That co-winner is the Intergovernmental Panel on Climate Change. Since its establishment 19 years ago by the World Meteorological Organization and the U.N. Environment Programme, the Geneva-based IPCC has, in its own words, worked
to assess on a comprehensive, objective, open and transparent basis the scientific, technical and socio-economic information relevant to understanding the scientific basis of risk of human-induced climate change, its potential impacts and options for adaptation and mitigation.The leadership of this 2,000-plus network of scientists includes a number of women. They too share in this prize:
IPCC Working Group I, charged with evaluating scientific aspects of climate change: Dr. Susan Solomon (top right), Senior Scientist, Senior Scientist, Chemical Sciences Division, National Oceanic and Atmospheric Administration, Earth System Research Laboratory, Boulder, Colorado, Co-Chair; Maria T. Martelo, Ministry of Environment and Natural Resources, Caracas, Venezuela, Vice-Chair.

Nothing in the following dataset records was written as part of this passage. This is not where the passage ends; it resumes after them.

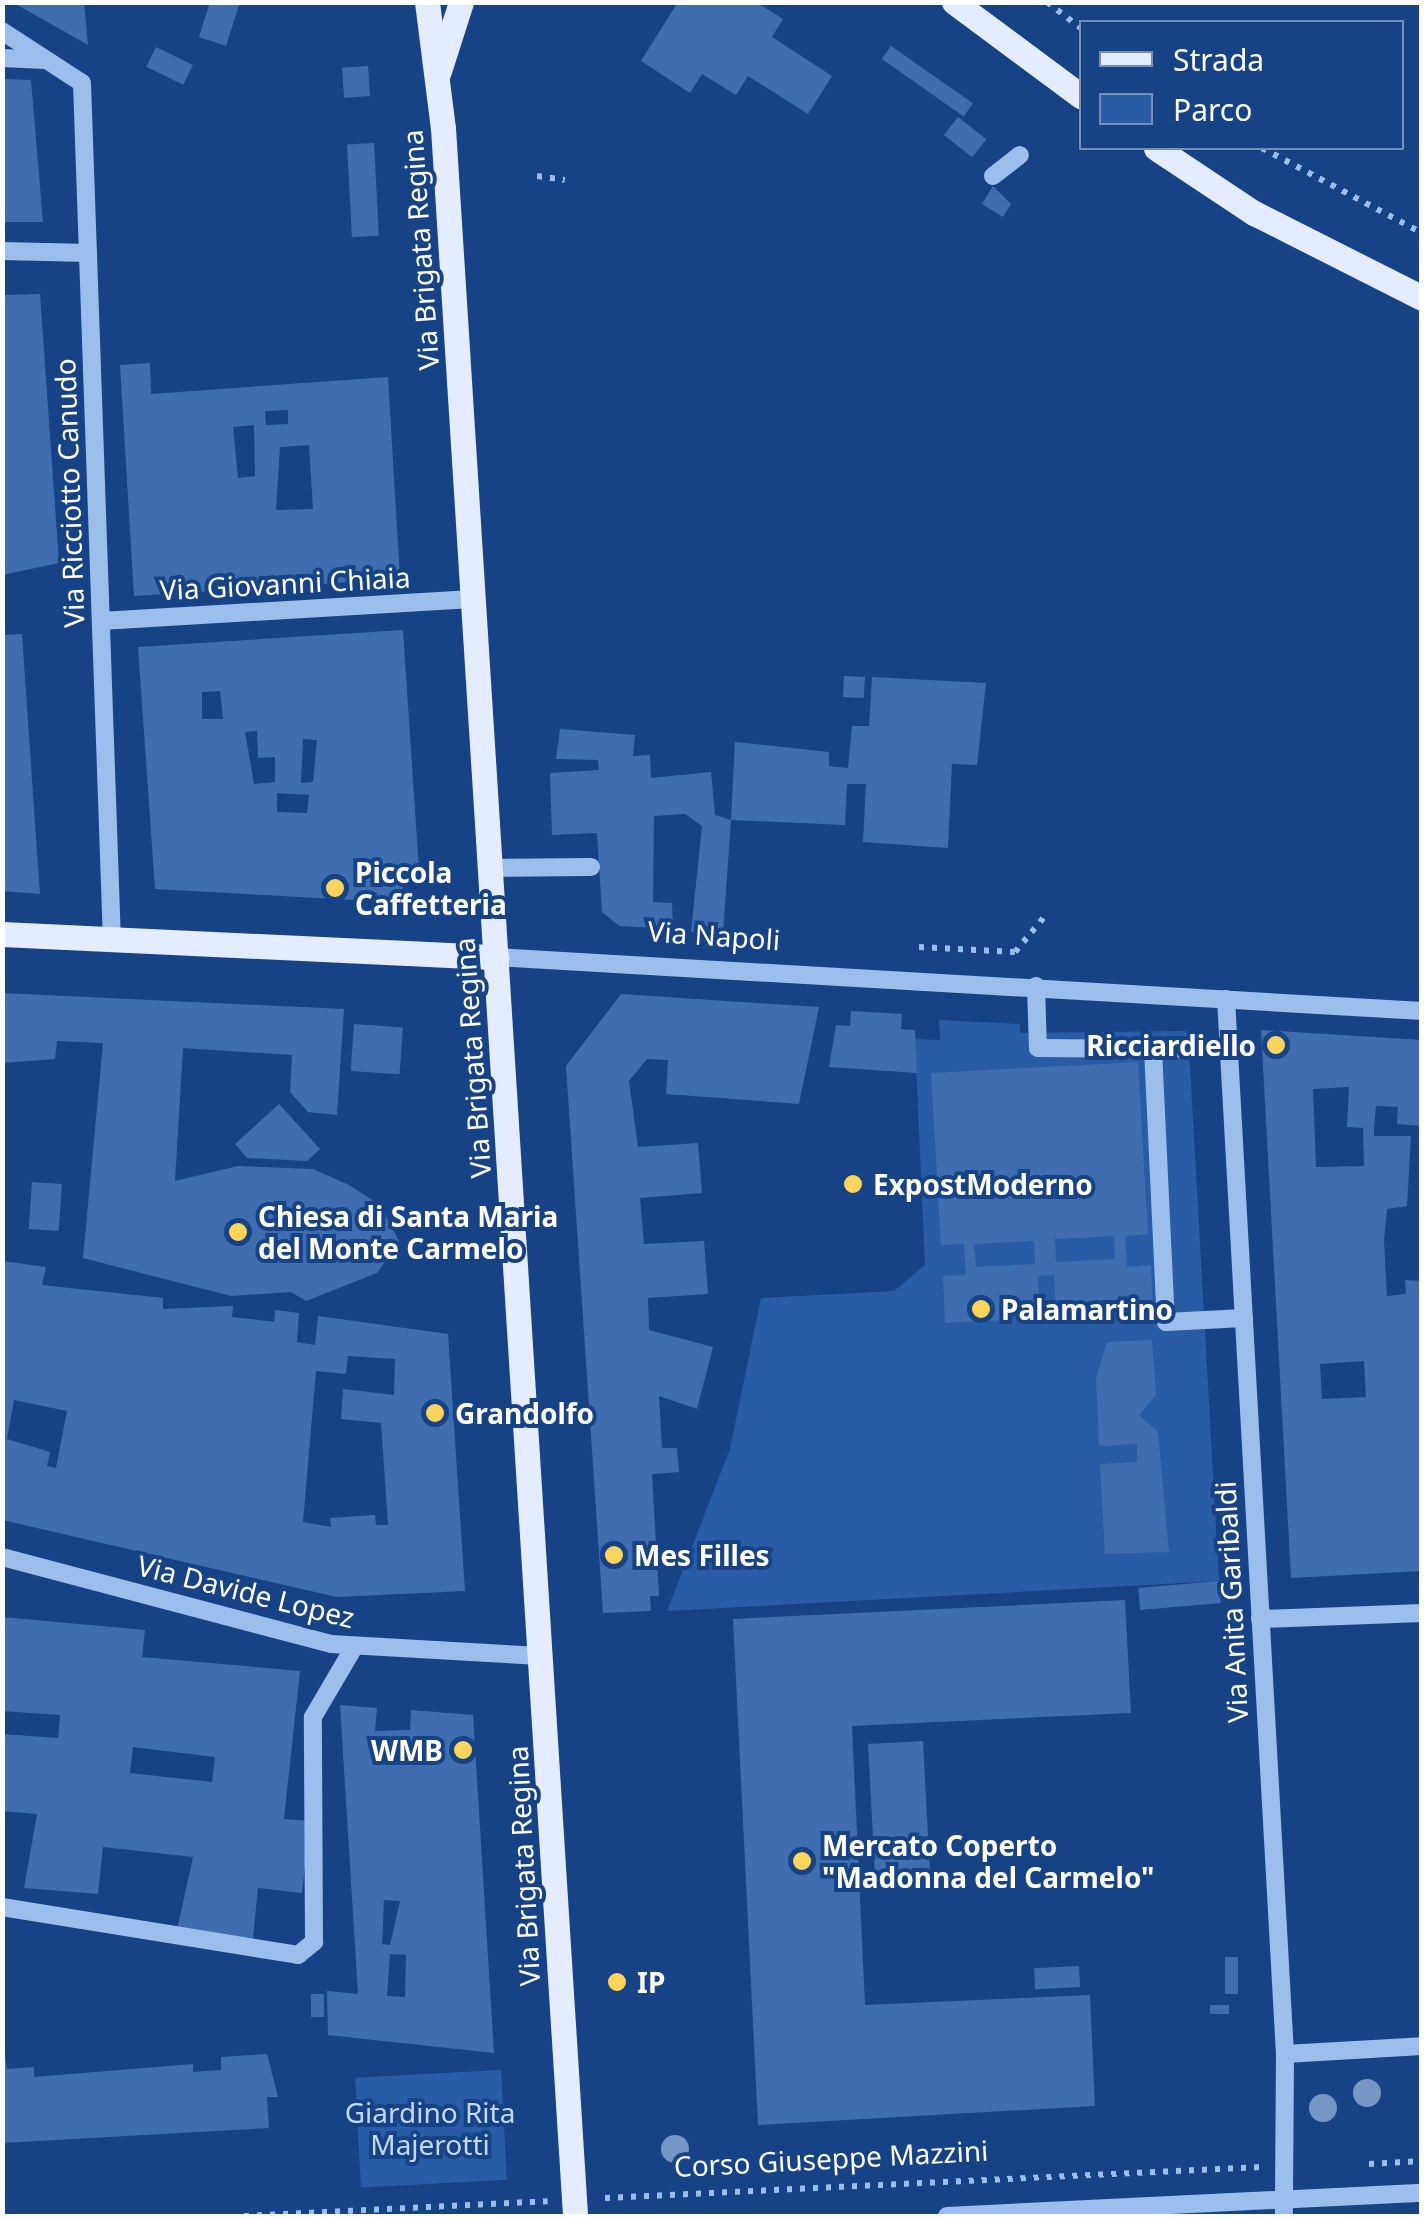 <!DOCTYPE html>
<html>
<head>
<meta charset="utf-8">
<style>
	body { margin:0 }
	#map { position:relative; width:1424px; height:2219px; overflow:hidden; background:#174386; font-family:"Noto Sans",sans-serif }
	div>[style] { position:absolute }
	[style*='--x'] { left:calc(var(--x)*1px); top:calc(var(--y)*1px); width:calc(var(--w)*1px); rotate:calc(var(--a)*1deg) }
	.green>* { inset:0; background:#295ca5; transform-origin:0 0 }
	.building>* { inset:0; background:#3f6db0; transform-origin:0 0 }
	.path>* { height:6px; margin-top:-3px; transform-origin:0; background:repeating-linear-gradient(90deg,#9cbeed 0 5px,transparent 0 13px) }
	.minor>* { height:18px; margin:-9px; padding:0 9px; transform-origin:9px; border-radius:9px; background:#9cbeed }
	.major>* { height:25px; margin:-12.5px; padding:0 12.5px; transform-origin:12.5px; border-radius:12.5px; background:#e3edff }
	.trees>* { width:28px; height:28px; margin:-14px; border-radius:50%; background:#7596c6 }
	.dots>* { width:28px; height:28px; translate:-50% -50%; box-sizing:border-box; border:5px solid #174386; border-radius:50% }
	span { translate:-50% -50%; white-space:nowrap; text-align:center; line-height:1.15; -webkit-text-stroke:8px #174386; paint-order:stroke }
	.street-label { font-size:28px; color:#fff }
	.poi-label { font-size:28px; color:#fff; font-weight:700 }
	.left { translate:0 -50%; text-align:left }
	.right { translate:-100% -50%; text-align:right }
	.park-label { font-size:28px; color:#c2d9fa }
	.frame { position:absolute; inset:0; border:5px solid #fff; pointer-events:none }
	.legend { position:absolute; left:1079px; top:20px; width:325px; height:130px; box-sizing:border-box; background:#174386; border:2px solid #748eb6; margin:0; padding:12px 18px; list-style:none; font-size:30px; color:#fff }
	.legend li { display:flex; align-items:center; gap:20px; height:50px }
	.legend b { width:50px; border:2px solid #748eb6 }
</style>
</head>
<body>
<div id="map">
	<div class="green">
		<i style="clip-path:polygon(939px 1020px,1020px 1024px,1020px 1033px,1188px 1031px,1219px 1581px,667px 1611px,730px 1449px,761px 1298px,894px 1291px,925px 1265px,915px 1039px,940px 1040px)"></i>
		<i style="left:501px;top:2070px;width:110px;height:146px;rotate:87deg"></i>
	</div>
	<div class="building">
		<i style="clip-path:polygon(12px 2px,84px 2px,88px 45px)"></i>
		<i style="clip-path:polygon(210px 2px,240px 2px,226px 46px,199px 37px)"></i>
		<i style="clip-path:polygon(678px 2px,756px 2px,783px 19px,772px 37px,832px 76px,808px 114px,748px 76px,736px 95px,702px 74px,690px 93px,641px 61px)"></i>
		<i style="left:891px;top:46px;width:100px;height:16px;rotate:35deg"></i>
		<i style="left:156px;top:47px;width:41px;height:22px;rotate:26deg"></i>
		<i style="left:368px;top:66px;width:30px;height:26px;rotate:86deg"></i>
		<i style="clip-path:polygon(2px 79px,31px 80px,43px 222px,2px 222px)"></i>
		<i style="left:958px;top:117px;width:36px;height:23px;rotate:38deg"></i>
		<i style="left:374px;top:143px;width:93px;height:27px;rotate:87deg"></i>
		<i style="clip-path:polygon(993px 186px,1011px 204px,1003px 217px,982px 204px)"></i>
		<i style="clip-path:polygon(40px 294px,59px 563px,2px 575px,2px 295px)"></i>
		<i style="clip-path:polygon(evenodd,150px 363px,151px 394px,388px 377px,400px 579px,134px 596px,120px 365px,150px 363px,288px 410px,288px 424px,266px 425px,265px 411px,288px 410px,150px 363px,254px 425px,255px 476px,238px 478px,233px 427px,254px 425px,150px 363px,309px 445px,313px 509px,276px 510px,280px 447px,309px 445px)"></i>
		<i style="clip-path:polygon(evenodd,403px 630px,419px 870px,390px 902px,155px 889px,138px 647px,403px 630px,220px 691px,223px 719px,202px 719px,202px 692px,220px 691px,403px 630px,257px 731px,258px 758px,275px 757px,275px 782px,254px 784px,245px 732px,257px 731px,403px 630px,303px 739px,317px 740px,313px 782px,301px 783px,303px 739px,403px 630px,277px 793px,309px 795px,307px 813px,277px 812px,277px 793px)"></i>
		<i style="clip-path:polygon(22px 634px,37px 852px,40px 894px,2px 891px,2px 635px)"></i>
		<i style="left:844px;top:676px;width:21px;height:21px;rotate:3deg"></i>
		<i style="clip-path:polygon(872px 677px,986px 683px,977px 765px,952px 764px,948px 848px,863px 842px,866px 784px,847px 784px,845px 825px,731px 820px,735px 742px,829px 752px,829px 766px,848px 768px,852px 726px,869px 726px)"></i>
		<i style="clip-path:polygon(560px 729px,635px 735px,633px 756px,650px 755px,651px 778px,711px 772px,715px 815px,731px 820px,723px 934px,691px 932px,702px 826px,685px 814px,654px 816px,653px 902px,672px 903px,673px 929px,619px 926px,602px 912px,597px 833px,552px 835px,550px 773px,599px 770px,598px 760px,556px 759px)"></i>
		<i style="clip-path:polygon(2px 993px,344px 1009px,337px 1115px,308px 1112px,290px 1092px,292px 1055px,183px 1048px,175px 1181px,238px 1166px,313px 1169px,349px 1185px,380px 1205px,399px 1241px,377px 1273px,306px 1301px,291px 1292px,231px 1296px,83px 1258px,103px 1043px,57px 1041px,55px 1059px,2px 1063px)"></i>
		<i style="clip-path:polygon(621px 994px,819px 1007px,799px 1104px,666px 1094px,668px 1060px,647px 1059px,629px 1081px,638px 1147px,698px 1143px,702px 1193px,640px 1198px,644px 1244px,704px 1241px,708px 1294px,648px 1298px,649px 1330px,713px 1347px,697px 1409px,659px 1396px,662px 1448px,677px 1448px,679px 1472px,652px 1474px,659px 1596px,650px 1596px,651px 1611px,603px 1613px,566px 1066px)"></i>
		<i style="clip-path:polygon(851px 1011px,902px 1014px,901px 1029px,915px 1030px,917px 1073px,829px 1067px,836px 1025px,850px 1026px)"></i>
		<i style="left:354px;top:1024px;width:49px;height:47px;rotate:4deg"></i>
		<i style="clip-path:polygon(evenodd,1261px 1030px,1422px 1040px,1422px 1126px,1397px 1124px,1398px 1107px,1376px 1106px,1374px 1128px,1374px 1136px,1411px 1136px,1407px 1206px,1387px 1209px,1384px 1240px,1387px 1296px,1406px 1294px,1405px 1280px,1422px 1281px,1422px 1571px,1291px 1578px,1261px 1030px,1349px 1087px,1347px 1127px,1363px 1128px,1364px 1166px,1316px 1167px,1313px 1089px,1349px 1087px,1261px 1030px,1364px 1361px,1366px 1397px,1322px 1399px,1320px 1364px,1364px 1361px)"></i>
		<i style="clip-path:polygon(evenodd,1138px 1062px,1148px 1234px,1125px 1236px,1127px 1267px,1151px 1265px,1153px 1312px,1087px 1316px,1086px 1303px,1076px 1304px,1076px 1316px,1056px 1317px,1054px 1275px,1038px 1276px,1040px 1318px,1022px 1319px,1021px 1307px,1010px 1307px,1011px 1320px,945px 1323px,943px 1276px,966px 1275px,964px 1244px,941px 1245px,931px 1073px,1138px 1062px,1114px 1236px,1115px 1259px,1056px 1262px,1055px 1239px,1114px 1236px,1138px 1062px,1034px 1241px,1035px 1264px,976px 1267px,974px 1244px,1034px 1241px)"></i>
		<i style="clip-path:polygon(279px 1104px,320px 1149px,307px 1161px,247px 1158px,235px 1144px)"></i>
		<i style="left:32px;top:1182px;width:30px;height:47px;rotate:4deg"></i>
		<i style="clip-path:polygon(evenodd,2px 1261px,46px 1267px,42px 1285px,163px 1298px,163px 1309px,233px 1306px,232px 1317px,274px 1322px,275px 1310px,299px 1313px,297px 1342px,315px 1345px,318px 1316px,448px 1334px,465px 1591px,337px 1597px,2px 1520px,2px 1261px,348px 1356px,395px 1359px,394px 1395px,343px 1389px,341px 1419px,381px 1423px,388px 1525px,376px 1525px,375px 1515px,330px 1518px,331px 1527px,303px 1522px,316px 1371px,346px 1374px,348px 1356px,2px 1261px,14px 1400px,67px 1411px,56px 1468px,47px 1466px,50px 1452px,7px 1439px,14px 1400px)"></i>
		<i style="clip-path:polygon(1152px 1340px,1156px 1395px,1139px 1415px,1158px 1432px,1169px 1552px,1105px 1554px,1100px 1464px,1137px 1462px,1137px 1444px,1099px 1446px,1096px 1378px,1107px 1342px)"></i>
		<i style="left:1219px;top:1581px;width:22px;height:81px;rotate:85deg"></i>
		<i style="clip-path:polygon(1125px 1600px,1131px 1713px,852px 1726px,865px 2005px,1090px 1995px,1095px 2106px,758px 2125px,733px 1619px)"></i>
		<i style="clip-path:polygon(evenodd,2px 1617px,145px 1630px,142px 1657px,300px 1671px,284px 1819px,310px 1821px,302px 1893px,258px 1888px,253px 1938px,177px 1930px,193px 1857px,103px 1847px,98px 1894px,24px 1888px,37px 1814px,2px 1811px,2px 1734px,58px 1738px,60px 1715px,2px 1711px,2px 1617px,133px 1747px,215px 1757px,212px 1782px,130px 1773px,133px 1747px)"></i>
		<i style="clip-path:polygon(evenodd,340px 1705px,377px 1708px,375px 1731px,410px 1730px,411px 1710px,473px 1715px,494px 2053px,328px 2035px,327px 1991px,358px 1994px,340px 1705px,384px 1900px,400px 1901px,390px 1945px,382px 1944px,384px 1900px,340px 1705px,390px 1954px,406px 1955px,405px 1997px,387px 1996px,390px 1954px)"></i>
		<i style="left:923px;top:1741px;width:131px;height:55px;rotate:87deg"></i>
		<i style="left:1225px;top:1957px;width:13px;height:37px"></i>
		<i style="left:1079px;top:1966px;width:21px;height:45px;rotate:87deg"></i>
		<i style="left:610px;top:1974px;width:12px;height:16px"></i>
		<i style="left:311px;top:1994px;width:13px;height:23px"></i>
		<i style="left:1229px;top:2005px;width:9px;height:19px;rotate:90deg"></i>
		<i style="clip-path:polygon(2px 2036px,7px 2069px,34px 2067px,34px 2077px,193px 2064px,193px 2072px,221px 2070px,221px 2057px,267px 2054px,278px 2097px,267px 2097px,269px 2128px,2px 2143px)"></i>
	</div>
	<div class="path">
		<i style="--x:1047;--y:2;--w:44;--a:37.6"></i>
		<i style="--x:1262;--y:148;--w:181;--a:28"></i>
		<i style="--x:537;--y:176;--w:28;--a:8"></i>
		<i style="--x:919;--y:947;--w:96;--a:3"></i>
		<i style="--x:1015;--y:952;--w:47;--a:-50.2"></i>
		<i style="--x:1369;--y:2164;--w:53;--a:-3.2"></i>
		<i style="--x:605;--y:2198;--w:658;--a:-2.7"></i>
		<i style="--x:244;--y:2216;--w:304;--a:-2.8"></i>
	</div>
	<div class="minor">
		<i style="--x:2;--y:31;--w:95;--a:33"></i>
		<i style="--x:82;--y:83;--w:858;--a:88"></i>
		<i style="--x:2;--y:58;--w:43;--a:2.7"></i>
		<i style="--x:993;--y:176;--w:34;--a:-38"></i>
		<i style="--x:2;--y:251;--w:86;--a:1.3"></i>
		<i style="--x:101;--y:621;--w:372;--a:-3.4"></i>
		<i style="--x:488;--y:868;--w:103;--a:-0.6"></i>
		<i style="--x:496;--y:957;--w:928;--a:3.34"></i>
		<i style="--x:1036;--y:986;--w:62;--a:88.2"></i>
		<i style="--x:1038;--y:1048;--w:115;--a:0.5"></i>
		<i style="--x:1153;--y:1049;--w:273;--a:87.3"></i>
		<i style="--x:1166;--y:1322;--w:78;--a:-2.9"></i>
		<i style="--x:1226;--y:999;--w:1057;--a:86.8"></i>
		<i style="--x:1285;--y:2054;--w:162;--a:90.4"></i>
		<i style="--x:1153;--y:1049;--w:76;--a:-1.5"></i>
		<i style="--x:2;--y:1557;--w:340;--a:14.8"></i>
		<i style="--x:331;--y:1644;--w:210;--a:3.3"></i>
		<i style="--x:1260;--y:1619;--w:162;--a:-2.1"></i>
		<i style="--x:2;--y:1907;--w:300;--a:9.2"></i>
		<i style="--x:298;--y:1955;--w:21;--a:-39"></i>
		<i style="--x:314;--y:1942;--w:225;--a:-90.3"></i>
		<i style="--x:313;--y:1717;--w:81;--a:-59.6"></i>
		<i style="--x:1285;--y:2054;--w:137;--a:-3.3"></i>
		<i style="--x:947;--y:2216;--w:476;--a:-2.8"></i>
	</div>
	<div class="major">
		<i style="--x:427;--y:2;--w:127;--a:82.8"></i>
		<i style="--x:443;--y:128;--w:2092;--a:86.38"></i>
		<i style="--x:954;--y:2;--w:159;--a:36.6"></i>
		<i style="--x:439;--y:71;--w:72;--a:-72.3"></i>
		<i style="--x:1156;--y:148;--w:118;--a:33.6"></i>
		<i style="--x:1254;--y:213;--w:188;--a:26.8"></i>
		<i style="--x:2;--y:934;--w:495;--a:2.7"></i>
	</div>
	<div class="trees">
		<i style="left:1367px;top:2093px"></i>
		<i style="left:1323px;top:2108px"></i>
		<i style="left:675px;top:2149px"></i>
	</div>
	<div class="dots">
		<i style="left:335px;top:888px;background:#ffd559"></i>
		<i style="left:1276px;top:1045px;background:#ffd559"></i>
		<i style="left:853px;top:1184px;background:#ffd559"></i>
		<i style="left:238px;top:1232px;background:#ffd559"></i>
		<i style="left:981px;top:1309px;background:#ffd559"></i>
		<i style="left:435px;top:1413px;background:#ffd559"></i>
		<i style="left:614px;top:1555px;background:#ffd559"></i>
		<i style="left:463px;top:1750px;background:#ffd559"></i>
		<i style="left:802px;top:1861px;background:#ffd559"></i>
		<i style="left:617px;top:1982px;background:#ffd559"></i>
	</div>
	<div class="street-label">
		<span style="left:420px;top:250px;rotate:-94deg">Via Brigata Regina</span>
		<span style="left:69px;top:493px;rotate:-92deg">Via Ricciotto Canudo</span>
		<span style="left:285px;top:583px;rotate:-3deg">Via Giovanni Chiaia</span>
		<span style="left:714px;top:935px;rotate:4deg">Via Napoli</span>
		<span style="left:472px;top:1058px;rotate:-94deg">Via Brigata Regina</span>
		<span style="left:246px;top:1591px;rotate:14deg">Via Davide Lopez</span>
		<span style="left:1231px;top:1602px;rotate:-93deg">Via Anita Garibaldi</span>
		<span style="left:523px;top:1866px;rotate:-93deg">Via Brigata Regina</span>
		<span style="left:831px;top:2158px;rotate:-3deg">Corso Giuseppe Mazzini</span>
	</div>
	<div class="poi-label">
		<span class="left" style="left:355px;top:888px">Piccola<br>Caffetteria</span>
		<span class="right" style="left:1256px;top:1045px">Ricciardiello</span>
		<span class="left" style="left:873px;top:1184px">ExpostModerno</span>
		<span class="left" style="left:258px;top:1232px">Chiesa di Santa Maria<br>del Monte Carmelo</span>
		<span class="left" style="left:1001px;top:1309px">Palamartino</span>
		<span class="left" style="left:455px;top:1413px">Grandolfo</span>
		<span class="left" style="left:634px;top:1555px">Mes Filles</span>
		<span class="right" style="left:443px;top:1750px">WMB</span>
		<span class="left" style="left:822px;top:1861px">Mercato Coperto<br>"Madonna del Carmelo"</span>
		<span class="left" style="left:637px;top:1982px">IP</span>
	</div>
	<div class="park-label">
		<span style="left:430px;top:2128px">Giardino Rita<br>Majerotti</span>
	</div>
	<div class="frame"></div>
	<ul class="legend">
	<li><b style="height:12px;background:#e3edff"></b>Strada</li>
	<li><b style="height:28px;background:#295ca5"></b>Parco</li>
	</ul>
</div>
</body>
</html>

IPCC Working Group II, which examines "the vulnerability of socio-economic and natural systems to climate change, negative and positive consequences of climate change, and options for adapting to it": Dr. Lučka-Kajfež Bogataj (top left), Professor, Faculty of Biotechnology, University of Ljublana, Slovenia, Vice-Chair.
IPCC Task Force Bureau: Dr. Thelma Krug (middle right), Instituto Nacional de Pesquisas Espacias, São José dos Campos, Brazil, Co-chair; Dina Kruger (bottom right), Director, Climate Change Division, U.S. Environmental Protection Agency, and Helen Plume (bottom left), Ministry for the Environment, New Zealand, members.